**DATA:**
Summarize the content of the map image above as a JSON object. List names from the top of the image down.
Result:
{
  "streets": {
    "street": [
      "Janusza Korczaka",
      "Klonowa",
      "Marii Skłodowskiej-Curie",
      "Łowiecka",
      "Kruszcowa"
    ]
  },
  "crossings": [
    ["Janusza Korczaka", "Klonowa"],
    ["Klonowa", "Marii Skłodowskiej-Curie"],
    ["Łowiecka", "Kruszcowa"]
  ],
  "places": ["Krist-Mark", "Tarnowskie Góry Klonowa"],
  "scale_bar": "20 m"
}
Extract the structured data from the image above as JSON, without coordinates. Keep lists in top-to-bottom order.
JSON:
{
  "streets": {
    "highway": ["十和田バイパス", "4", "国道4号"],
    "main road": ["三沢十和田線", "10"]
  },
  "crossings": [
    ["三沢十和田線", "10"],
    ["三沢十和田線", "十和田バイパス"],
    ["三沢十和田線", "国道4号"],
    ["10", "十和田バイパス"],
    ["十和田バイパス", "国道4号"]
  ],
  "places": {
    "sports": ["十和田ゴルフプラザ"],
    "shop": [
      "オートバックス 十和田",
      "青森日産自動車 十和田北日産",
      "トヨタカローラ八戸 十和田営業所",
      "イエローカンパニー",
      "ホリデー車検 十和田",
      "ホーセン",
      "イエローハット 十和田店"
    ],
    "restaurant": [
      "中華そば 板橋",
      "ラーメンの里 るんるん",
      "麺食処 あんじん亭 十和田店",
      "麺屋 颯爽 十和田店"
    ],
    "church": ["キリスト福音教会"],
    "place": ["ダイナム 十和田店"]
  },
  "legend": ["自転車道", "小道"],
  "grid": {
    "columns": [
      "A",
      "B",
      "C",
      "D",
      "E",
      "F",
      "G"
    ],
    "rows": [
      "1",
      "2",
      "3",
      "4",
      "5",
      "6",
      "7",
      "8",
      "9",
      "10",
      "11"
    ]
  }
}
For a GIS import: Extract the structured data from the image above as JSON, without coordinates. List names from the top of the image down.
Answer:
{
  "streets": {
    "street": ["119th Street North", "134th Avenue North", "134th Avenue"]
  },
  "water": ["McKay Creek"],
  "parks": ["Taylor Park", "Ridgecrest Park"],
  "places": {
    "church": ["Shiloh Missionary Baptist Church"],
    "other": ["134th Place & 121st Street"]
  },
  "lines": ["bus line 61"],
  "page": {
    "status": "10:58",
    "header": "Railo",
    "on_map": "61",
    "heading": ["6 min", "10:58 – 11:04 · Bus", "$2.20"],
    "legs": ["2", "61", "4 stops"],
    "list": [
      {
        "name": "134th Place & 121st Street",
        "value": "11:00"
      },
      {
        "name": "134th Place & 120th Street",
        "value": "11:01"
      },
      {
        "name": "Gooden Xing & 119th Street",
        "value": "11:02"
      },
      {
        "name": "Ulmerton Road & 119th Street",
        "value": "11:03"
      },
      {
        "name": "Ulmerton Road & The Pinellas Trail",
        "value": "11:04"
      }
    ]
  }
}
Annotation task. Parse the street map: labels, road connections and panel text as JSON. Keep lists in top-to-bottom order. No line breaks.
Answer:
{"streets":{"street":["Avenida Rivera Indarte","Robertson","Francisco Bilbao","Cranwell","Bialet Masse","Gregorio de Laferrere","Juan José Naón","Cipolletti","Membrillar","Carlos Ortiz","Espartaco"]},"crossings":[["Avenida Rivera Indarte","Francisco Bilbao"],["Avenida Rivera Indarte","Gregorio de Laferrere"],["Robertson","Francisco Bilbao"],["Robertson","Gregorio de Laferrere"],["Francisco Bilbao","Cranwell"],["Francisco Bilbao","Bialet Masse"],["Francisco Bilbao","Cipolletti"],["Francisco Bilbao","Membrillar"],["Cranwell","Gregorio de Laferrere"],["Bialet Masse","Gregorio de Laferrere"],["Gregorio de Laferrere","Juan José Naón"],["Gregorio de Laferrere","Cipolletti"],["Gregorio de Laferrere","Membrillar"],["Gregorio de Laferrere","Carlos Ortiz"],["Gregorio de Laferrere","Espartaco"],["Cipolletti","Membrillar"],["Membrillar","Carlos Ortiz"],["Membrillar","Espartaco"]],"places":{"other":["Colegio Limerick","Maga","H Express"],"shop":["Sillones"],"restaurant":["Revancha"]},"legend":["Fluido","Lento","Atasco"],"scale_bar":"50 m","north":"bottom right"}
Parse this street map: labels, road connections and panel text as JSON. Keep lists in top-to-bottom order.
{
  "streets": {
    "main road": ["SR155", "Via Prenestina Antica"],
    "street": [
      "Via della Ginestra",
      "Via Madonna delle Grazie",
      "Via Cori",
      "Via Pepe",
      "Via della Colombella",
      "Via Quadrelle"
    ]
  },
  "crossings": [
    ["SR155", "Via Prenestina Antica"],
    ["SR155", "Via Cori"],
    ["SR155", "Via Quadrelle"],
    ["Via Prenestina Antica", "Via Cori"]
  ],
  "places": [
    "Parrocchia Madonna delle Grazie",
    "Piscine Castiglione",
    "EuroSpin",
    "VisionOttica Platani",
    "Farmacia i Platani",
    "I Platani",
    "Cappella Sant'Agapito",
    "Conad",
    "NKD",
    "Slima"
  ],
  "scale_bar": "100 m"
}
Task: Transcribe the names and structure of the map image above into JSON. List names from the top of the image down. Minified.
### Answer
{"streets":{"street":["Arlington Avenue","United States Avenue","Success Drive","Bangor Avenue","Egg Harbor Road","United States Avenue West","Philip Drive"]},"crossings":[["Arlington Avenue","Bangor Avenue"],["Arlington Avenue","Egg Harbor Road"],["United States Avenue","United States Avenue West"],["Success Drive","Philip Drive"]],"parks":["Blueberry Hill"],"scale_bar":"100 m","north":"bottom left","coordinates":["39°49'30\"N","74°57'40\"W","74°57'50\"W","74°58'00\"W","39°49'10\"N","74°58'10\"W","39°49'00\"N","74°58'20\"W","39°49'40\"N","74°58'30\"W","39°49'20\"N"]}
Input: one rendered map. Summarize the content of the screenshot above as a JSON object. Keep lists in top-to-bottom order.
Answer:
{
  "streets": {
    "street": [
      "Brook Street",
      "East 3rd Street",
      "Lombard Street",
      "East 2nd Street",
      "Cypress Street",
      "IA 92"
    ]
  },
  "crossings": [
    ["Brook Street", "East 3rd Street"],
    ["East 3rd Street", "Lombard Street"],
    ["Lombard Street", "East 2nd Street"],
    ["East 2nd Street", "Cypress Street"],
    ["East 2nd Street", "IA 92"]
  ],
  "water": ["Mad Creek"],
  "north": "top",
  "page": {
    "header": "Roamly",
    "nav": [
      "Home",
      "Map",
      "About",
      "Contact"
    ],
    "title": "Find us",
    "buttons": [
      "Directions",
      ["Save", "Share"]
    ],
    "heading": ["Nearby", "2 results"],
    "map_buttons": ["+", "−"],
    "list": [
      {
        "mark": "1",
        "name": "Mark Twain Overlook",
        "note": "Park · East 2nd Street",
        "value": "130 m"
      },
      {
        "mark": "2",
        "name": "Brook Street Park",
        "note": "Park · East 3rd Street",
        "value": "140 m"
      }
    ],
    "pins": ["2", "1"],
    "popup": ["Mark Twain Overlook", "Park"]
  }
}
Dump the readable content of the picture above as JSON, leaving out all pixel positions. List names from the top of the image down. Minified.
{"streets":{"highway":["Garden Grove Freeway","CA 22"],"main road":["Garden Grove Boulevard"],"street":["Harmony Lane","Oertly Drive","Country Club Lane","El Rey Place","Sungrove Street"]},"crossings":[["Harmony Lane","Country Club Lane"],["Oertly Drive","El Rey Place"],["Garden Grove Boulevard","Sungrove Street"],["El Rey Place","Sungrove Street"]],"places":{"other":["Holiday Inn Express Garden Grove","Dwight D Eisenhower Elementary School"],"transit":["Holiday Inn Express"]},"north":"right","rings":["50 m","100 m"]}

**WORK TASK:**
What you give back should be only the lines of the records above, starting at the line with "Task: Transcribe the" and ending at the line with "Input: one rendered", restated word for word.

**COMPLETED TASK:**
Task: Transcribe the names and structure of the map image above into JSON. List names from the top of the image down. Minified.
### Answer
{"streets":{"street":["Arlington Avenue","United States Avenue","Success Drive","Bangor Avenue","Egg Harbor Road","United States Avenue West","Philip Drive"]},"crossings":[["Arlington Avenue","Bangor Avenue"],["Arlington Avenue","Egg Harbor Road"],["United States Avenue","United States Avenue West"],["Success Drive","Philip Drive"]],"parks":["Blueberry Hill"],"scale_bar":"100 m","north":"bottom left","coordinates":["39°49'30\"N","74°57'40\"W","74°57'50\"W","74°58'00\"W","39°49'10\"N","74°58'10\"W","39°49'00\"N","74°58'20\"W","39°49'40\"N","74°58'30\"W","39°49'20\"N"]}
Input: one rendered map. Summarize the content of the screenshot above as a JSON object. Keep lists in top-to-bottom order.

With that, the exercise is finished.